El objetivo de semana pasado me reencontré con una amiga de la facultad que hacía mucho más de seis años que no veía. Lucía (nombre inventado) y yo llegamos a ser íntimas, pero al finalizar la carrera cada una tomó su sendero —yo me hice periodista, ella se fue a Novedosa Zelanda a agarrar fresas y después se realizó yogui— y nuestra amistad fue diluyéndose hasta quedar achicada a ocasionales “me agrada” en Instagram.
Pese a habernos alejado, fue un rencuentro muy divertido. Hay personas que si bien lleve a cabo siglos que no mires, son un tanto como tu familia. Y de esta manera me sentí a los cinco minutos de comenzar a charlar con Lucía. Era tal y como si nada hubiese cambiado, tal y como si estuviésemos tomándonos un café en el bar de la capacitad tras una noche de celebración. Hasta el momento en que, de repente, mientras que me resumía los últimos tres años de su historia, me soltó que se encontraba persuadida de que la salud mundial de la población había empeorado por culpa de las vacunas del Covid. Debí morderme la lengua y ver al suelo a fin de que no viese mi cara de desilusión. “En concordancia, acepto que te hayas vuelto una yogui y no desees comprender nada de tu pasada vida capitalista en Barcelona, ¿pero de qué manera es posible que tú, un individuo capaz y cuerda, me afirme que las vacunas no sirven de nada?”.
Mientras que charlaba con Lucía, me acordé de la última vez que debí soportar a un conspiracionista antivacunas sin ser mal educada. Fue con mi amiga Irene, una tarde que me llevó a tomar algo con unos amigos suyos. Entre ellos había un italiano que comenzó a decir que todos y cada uno de los partidos eran iguales, qué mucho más daba si eran de derechas o izquierdas, por el hecho de que todos tenían como único propósito transformar al pueblo en imbécil. Y para llevar su plan a cabo contaban con el apoyo de los masones y las farmacéuticas. Y con los medios, como es natural, el instrumento de terror máximo, en tanto que los cronistas somos unos mandados sin aptitud para ser independientes.
Igual que con mi amiga Lucía, estuve a puntito de levantarme de la mesa y también irme, o ponerme a chillar allí en medio que era un desinformado. Pero estoy aprendiendo a supervisarme. Si los conspiracionistas son mucho más contentos consolándose con sus opiniones absurdas, allí ellos. El planeta es ya bastante difícil.
En su columna semanal en The Atlantic, Arthur C. Brooks me da la razón. En verdad, recomienda que seamos mucho más compasivos con los que se aferran a esta clase de opiniones inmotivadas, en tanto que indudablemente les dan sensación de pertenencia, control frente a un planeta caótico, e inclusive diversión.
Según los estudios que cita Brooks, se demostró que las personas que sienten que tienen poco control sobre sus vidas son mucho más dispuestas a sostener supercherías (por servirnos de un ejemplo, que el número 13 da mala suerte), ver relaciones espurias (en, por servirnos de un ejemplo, el mercado de valores) y opinar en conspiraciones. De la misma forma, las personas con necesidad de sentirse únicas y particulares tienen la posibilidad de gravitar hacia opiniones poco comunes, como las conspiraciones, sostenidas por una minoría de personas.

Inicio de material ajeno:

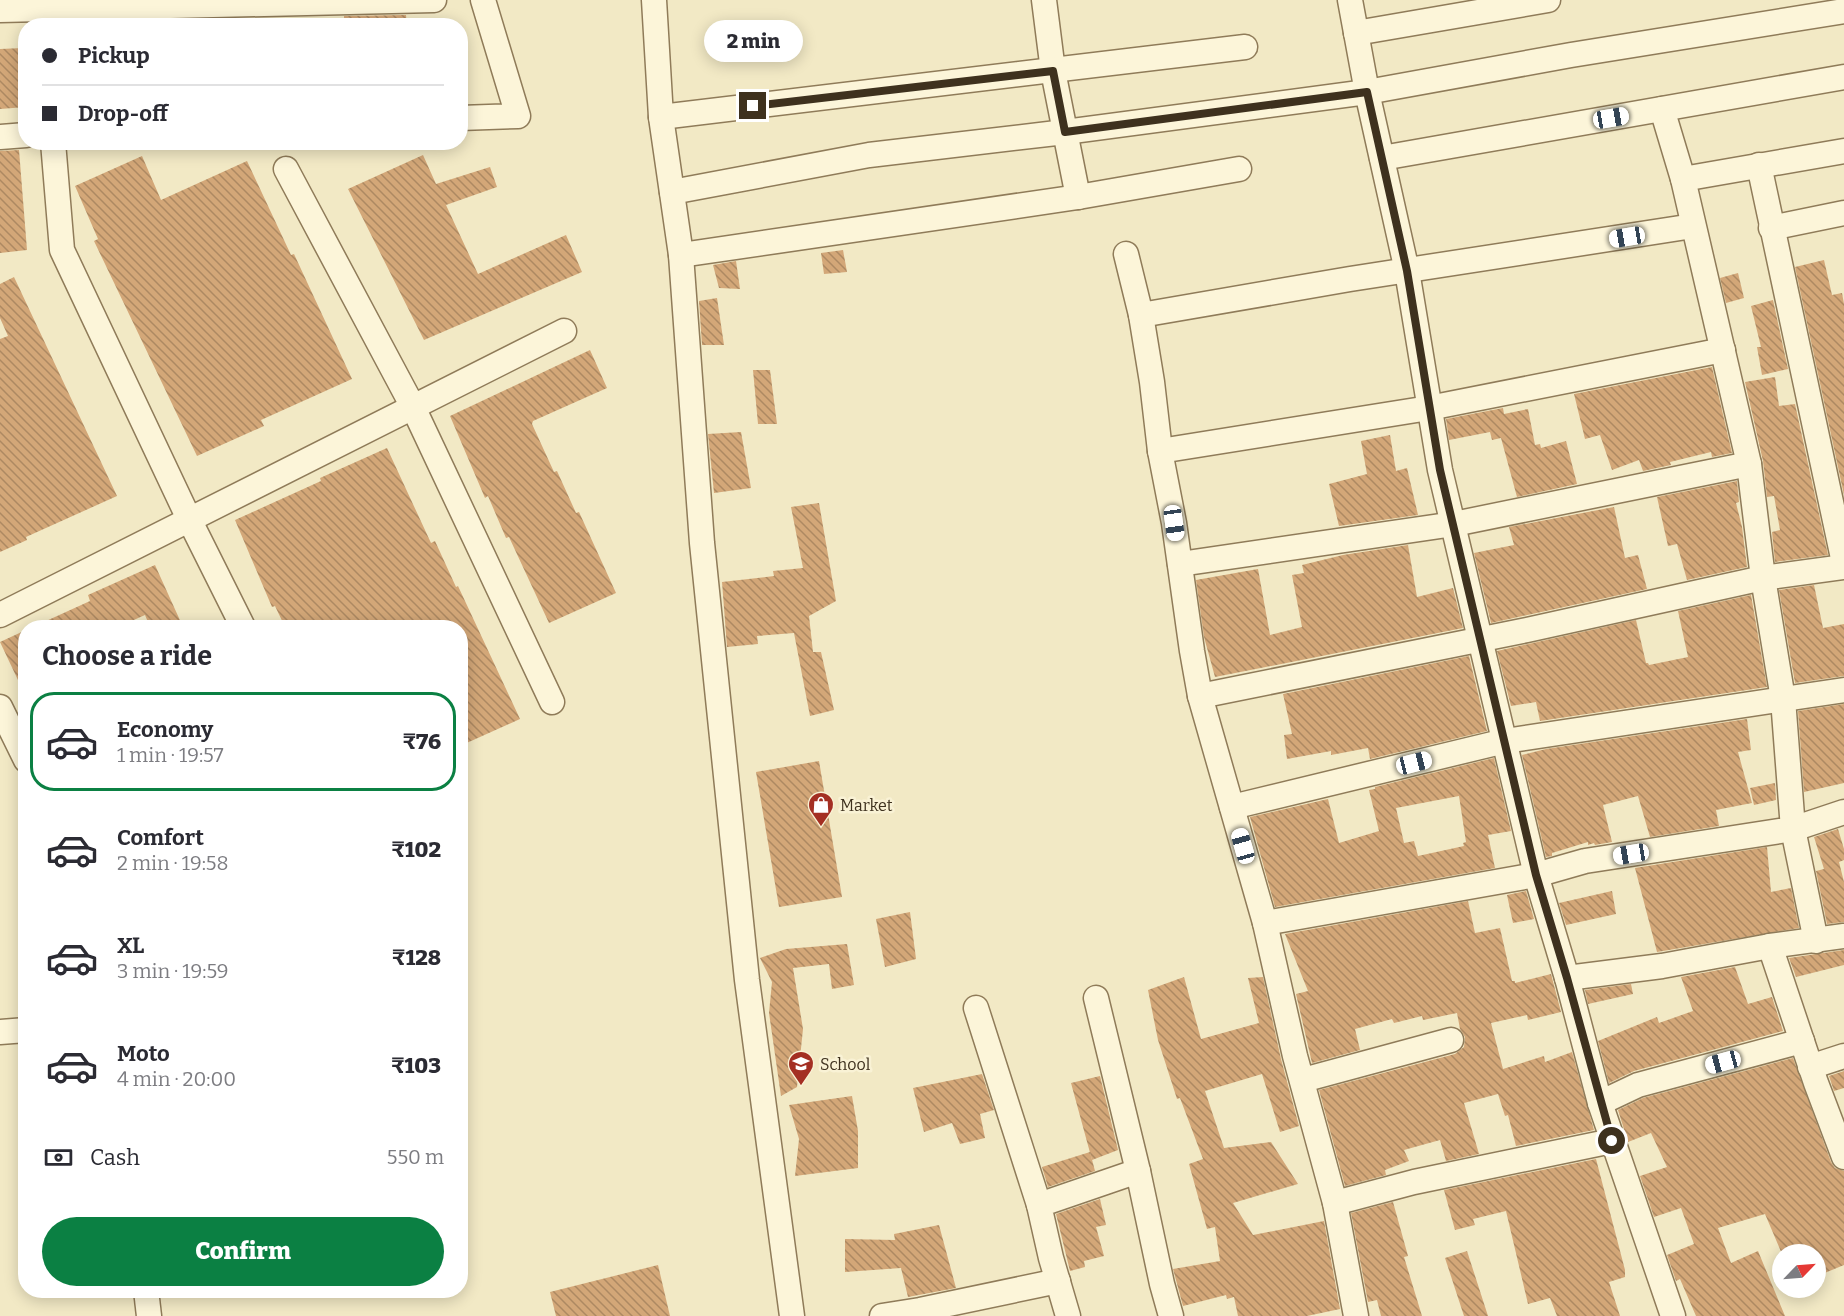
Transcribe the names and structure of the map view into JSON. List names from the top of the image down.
{
  "places": {
    "shop": ["Market"],
    "school or university": ["School"]
  },
  "north": "top right",
  "page": {
    "banner": ["Pickup", "Drop-off"],
    "bubble": "2 min",
    "heading": "Choose a ride",
    "list": [
      {
        "name": "Economy",
        "note": "1 min · 19:57",
        "value": "₹76"
      },
      {
        "name": "Comfort",
        "note": "2 min · 19:58",
        "value": "₹102"
      },
      {
        "name": "XL",
        "note": "3 min · 19:59",
        "value": "₹128"
      },
      {
        "name": "Moto",
        "note": "4 min · 20:00",
        "value": "₹103"
      }
    ],
    "pay": ["Cash", "550 m"],
    "buttons": "Confirm"
  }
}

Por otra parte, estas opiniones asimismo tienen la posibilidad de proveer un sentido de red social. Es lo que los científicos sociales llaman “sociología de las sociedades segregas”.
La conclusión a la que llega Brooks es que, en el momento de convivir con un conspiracionista, primeramente hay que resistirse al impulso de desacreditarlo, puesto que de otra manera se logra el contraefecto. Cuanto mucho más le afirmes que está equivocado, mucho más va a creer que lleva razón. Seguidamente, recomienda centrarse en lo que tenéis en común, en vez de detestarlo por sus opiniones. Más que nada, sabiendo que esas opiniones lo habrán hecho sentir mejor, menos solo.